Work to complete:
All lines holding the string "stream" should be copied from the data below.

BEGIN Provided records

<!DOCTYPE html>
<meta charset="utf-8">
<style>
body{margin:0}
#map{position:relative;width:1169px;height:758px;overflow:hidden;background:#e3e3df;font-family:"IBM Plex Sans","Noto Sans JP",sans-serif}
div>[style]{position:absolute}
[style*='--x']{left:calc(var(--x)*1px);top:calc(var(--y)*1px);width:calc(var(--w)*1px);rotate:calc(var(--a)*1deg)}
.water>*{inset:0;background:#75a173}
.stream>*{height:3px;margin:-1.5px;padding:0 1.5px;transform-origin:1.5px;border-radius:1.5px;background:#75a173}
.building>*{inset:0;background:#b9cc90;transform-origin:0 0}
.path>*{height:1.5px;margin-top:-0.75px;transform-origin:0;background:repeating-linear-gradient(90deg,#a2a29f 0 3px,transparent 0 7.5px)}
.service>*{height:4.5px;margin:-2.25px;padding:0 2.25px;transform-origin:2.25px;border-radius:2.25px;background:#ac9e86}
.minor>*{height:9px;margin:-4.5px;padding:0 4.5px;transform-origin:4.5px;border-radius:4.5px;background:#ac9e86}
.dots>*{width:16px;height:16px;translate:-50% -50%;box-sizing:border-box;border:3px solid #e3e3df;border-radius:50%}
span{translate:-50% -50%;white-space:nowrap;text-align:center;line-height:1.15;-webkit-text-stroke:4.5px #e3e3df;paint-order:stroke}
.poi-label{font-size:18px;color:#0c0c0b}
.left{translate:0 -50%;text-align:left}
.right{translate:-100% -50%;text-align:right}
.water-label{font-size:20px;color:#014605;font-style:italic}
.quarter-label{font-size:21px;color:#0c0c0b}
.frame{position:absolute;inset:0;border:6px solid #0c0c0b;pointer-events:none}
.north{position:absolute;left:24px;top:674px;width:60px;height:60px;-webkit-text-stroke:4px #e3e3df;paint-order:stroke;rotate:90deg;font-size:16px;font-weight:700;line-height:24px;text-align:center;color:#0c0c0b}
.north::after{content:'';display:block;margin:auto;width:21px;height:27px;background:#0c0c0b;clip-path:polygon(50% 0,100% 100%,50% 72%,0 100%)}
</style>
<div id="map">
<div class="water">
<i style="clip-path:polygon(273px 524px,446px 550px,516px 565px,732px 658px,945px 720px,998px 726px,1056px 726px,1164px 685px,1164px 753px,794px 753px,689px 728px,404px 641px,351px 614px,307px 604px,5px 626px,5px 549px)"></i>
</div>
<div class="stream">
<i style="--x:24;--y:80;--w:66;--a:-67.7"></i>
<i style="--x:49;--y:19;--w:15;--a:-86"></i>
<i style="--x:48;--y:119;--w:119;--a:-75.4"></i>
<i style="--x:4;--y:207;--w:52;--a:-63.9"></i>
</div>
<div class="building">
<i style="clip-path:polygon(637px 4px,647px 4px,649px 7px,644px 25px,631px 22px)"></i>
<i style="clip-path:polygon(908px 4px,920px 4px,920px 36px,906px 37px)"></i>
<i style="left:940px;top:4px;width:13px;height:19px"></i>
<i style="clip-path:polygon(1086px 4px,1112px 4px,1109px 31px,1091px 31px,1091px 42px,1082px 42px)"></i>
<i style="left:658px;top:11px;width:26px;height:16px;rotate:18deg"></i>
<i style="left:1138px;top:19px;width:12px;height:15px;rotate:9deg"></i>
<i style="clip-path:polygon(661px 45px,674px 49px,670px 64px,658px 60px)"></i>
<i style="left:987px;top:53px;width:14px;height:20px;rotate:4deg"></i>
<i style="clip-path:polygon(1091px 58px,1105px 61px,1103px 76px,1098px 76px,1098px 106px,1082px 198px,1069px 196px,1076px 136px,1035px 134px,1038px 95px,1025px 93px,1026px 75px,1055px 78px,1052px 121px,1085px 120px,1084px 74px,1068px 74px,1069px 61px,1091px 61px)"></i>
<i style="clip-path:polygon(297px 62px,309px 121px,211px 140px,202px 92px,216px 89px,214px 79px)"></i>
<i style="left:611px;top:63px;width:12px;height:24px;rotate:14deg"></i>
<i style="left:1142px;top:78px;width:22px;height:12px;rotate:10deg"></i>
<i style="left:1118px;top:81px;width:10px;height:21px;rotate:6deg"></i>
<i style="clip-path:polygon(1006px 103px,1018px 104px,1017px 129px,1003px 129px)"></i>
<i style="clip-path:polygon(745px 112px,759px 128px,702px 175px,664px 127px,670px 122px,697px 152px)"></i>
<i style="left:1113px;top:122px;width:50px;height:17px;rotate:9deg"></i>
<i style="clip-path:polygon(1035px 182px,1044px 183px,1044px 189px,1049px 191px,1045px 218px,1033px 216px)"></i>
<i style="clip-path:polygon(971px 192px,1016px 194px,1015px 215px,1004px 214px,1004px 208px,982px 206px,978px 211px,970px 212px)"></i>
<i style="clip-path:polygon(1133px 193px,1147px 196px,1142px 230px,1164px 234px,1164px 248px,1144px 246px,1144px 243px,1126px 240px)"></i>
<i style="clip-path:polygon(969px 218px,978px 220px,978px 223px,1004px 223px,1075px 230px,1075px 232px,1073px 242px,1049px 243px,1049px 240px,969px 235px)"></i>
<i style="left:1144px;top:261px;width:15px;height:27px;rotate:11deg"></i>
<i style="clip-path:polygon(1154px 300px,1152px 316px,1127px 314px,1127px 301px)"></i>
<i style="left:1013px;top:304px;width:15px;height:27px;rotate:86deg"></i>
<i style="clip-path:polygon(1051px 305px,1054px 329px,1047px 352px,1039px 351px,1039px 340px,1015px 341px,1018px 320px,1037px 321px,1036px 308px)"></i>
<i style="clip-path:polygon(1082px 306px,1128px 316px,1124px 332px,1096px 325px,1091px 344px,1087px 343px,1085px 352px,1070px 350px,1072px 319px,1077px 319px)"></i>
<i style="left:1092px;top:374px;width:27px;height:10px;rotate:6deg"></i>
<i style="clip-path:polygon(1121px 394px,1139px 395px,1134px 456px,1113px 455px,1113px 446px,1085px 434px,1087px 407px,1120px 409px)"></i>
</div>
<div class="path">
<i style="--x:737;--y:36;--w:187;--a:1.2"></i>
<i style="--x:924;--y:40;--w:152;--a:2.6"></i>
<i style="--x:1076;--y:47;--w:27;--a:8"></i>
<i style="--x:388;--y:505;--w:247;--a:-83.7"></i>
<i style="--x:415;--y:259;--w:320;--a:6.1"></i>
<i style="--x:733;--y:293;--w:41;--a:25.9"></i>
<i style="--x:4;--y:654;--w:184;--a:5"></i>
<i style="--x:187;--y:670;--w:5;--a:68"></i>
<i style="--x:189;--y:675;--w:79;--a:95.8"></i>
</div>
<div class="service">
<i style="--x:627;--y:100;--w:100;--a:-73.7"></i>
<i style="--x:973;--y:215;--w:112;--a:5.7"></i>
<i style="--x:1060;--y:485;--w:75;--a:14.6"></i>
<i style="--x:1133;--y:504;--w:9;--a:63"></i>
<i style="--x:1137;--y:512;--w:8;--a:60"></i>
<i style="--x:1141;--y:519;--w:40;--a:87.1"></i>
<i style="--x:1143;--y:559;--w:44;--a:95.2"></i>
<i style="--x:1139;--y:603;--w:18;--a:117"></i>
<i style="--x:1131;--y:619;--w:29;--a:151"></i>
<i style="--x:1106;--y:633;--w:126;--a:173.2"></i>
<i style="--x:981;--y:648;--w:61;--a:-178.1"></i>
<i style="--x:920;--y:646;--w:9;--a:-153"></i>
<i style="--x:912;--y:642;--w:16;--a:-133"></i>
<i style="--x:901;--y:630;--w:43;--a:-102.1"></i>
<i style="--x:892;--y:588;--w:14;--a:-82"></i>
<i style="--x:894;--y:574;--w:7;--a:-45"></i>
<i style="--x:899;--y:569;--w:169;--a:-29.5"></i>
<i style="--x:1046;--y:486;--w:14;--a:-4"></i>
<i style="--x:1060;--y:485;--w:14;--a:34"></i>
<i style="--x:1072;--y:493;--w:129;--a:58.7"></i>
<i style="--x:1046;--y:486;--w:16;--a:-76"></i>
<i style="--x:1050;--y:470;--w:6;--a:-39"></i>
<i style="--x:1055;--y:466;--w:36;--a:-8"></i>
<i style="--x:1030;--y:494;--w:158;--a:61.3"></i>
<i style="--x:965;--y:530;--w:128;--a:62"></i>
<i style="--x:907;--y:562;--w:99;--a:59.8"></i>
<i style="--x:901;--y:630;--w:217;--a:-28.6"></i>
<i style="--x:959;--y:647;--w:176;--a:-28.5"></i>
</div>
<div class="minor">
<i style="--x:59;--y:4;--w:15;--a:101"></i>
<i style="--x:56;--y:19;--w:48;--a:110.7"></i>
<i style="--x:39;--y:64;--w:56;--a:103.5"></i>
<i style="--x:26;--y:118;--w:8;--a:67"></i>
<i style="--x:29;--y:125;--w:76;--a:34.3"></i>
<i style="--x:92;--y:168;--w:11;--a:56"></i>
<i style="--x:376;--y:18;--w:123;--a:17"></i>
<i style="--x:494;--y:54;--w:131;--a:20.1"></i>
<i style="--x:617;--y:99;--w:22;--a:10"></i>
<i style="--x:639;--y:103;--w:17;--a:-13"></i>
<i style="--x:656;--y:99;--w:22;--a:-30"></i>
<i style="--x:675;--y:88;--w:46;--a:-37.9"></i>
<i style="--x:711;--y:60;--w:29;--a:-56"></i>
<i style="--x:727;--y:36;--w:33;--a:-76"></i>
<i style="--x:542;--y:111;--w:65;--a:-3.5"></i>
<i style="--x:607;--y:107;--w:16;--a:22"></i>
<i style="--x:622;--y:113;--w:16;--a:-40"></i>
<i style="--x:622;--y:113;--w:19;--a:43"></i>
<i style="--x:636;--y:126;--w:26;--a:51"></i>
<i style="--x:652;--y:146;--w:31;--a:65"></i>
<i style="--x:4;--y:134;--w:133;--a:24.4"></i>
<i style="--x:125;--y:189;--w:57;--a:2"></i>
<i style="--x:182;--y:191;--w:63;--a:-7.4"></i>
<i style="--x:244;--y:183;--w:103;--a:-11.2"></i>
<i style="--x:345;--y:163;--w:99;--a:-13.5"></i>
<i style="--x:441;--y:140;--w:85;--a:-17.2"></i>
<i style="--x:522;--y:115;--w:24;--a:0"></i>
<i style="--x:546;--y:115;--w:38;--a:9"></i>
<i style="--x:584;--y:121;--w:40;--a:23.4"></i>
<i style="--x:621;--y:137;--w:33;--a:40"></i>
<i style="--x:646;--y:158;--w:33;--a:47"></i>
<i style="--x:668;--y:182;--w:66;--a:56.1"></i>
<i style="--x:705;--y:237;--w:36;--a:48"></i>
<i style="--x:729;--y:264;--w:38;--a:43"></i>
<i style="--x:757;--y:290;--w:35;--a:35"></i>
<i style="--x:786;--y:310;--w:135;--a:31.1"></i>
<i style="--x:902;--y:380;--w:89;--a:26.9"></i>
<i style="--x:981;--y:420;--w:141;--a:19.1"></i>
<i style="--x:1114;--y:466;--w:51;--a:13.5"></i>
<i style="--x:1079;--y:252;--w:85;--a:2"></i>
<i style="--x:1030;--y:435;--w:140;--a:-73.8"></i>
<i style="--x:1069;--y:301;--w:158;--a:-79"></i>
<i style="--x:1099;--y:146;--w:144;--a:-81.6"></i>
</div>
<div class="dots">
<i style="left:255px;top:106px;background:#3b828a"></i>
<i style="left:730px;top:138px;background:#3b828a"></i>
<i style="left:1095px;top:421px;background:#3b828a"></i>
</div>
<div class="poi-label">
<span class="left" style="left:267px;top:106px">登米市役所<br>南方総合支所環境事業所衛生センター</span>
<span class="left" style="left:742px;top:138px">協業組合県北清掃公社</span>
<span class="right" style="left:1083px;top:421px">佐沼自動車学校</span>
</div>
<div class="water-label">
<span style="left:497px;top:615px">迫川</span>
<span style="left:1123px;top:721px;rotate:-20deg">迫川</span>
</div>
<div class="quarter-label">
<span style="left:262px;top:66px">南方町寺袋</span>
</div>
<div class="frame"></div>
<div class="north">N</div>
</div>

END Provided records

Task result:
.stream>*{height:3px;margin:-1.5px;padding:0 1.5px;transform-origin:1.5px;border-radius:1.5px;background:#75a173}
<div class="stream">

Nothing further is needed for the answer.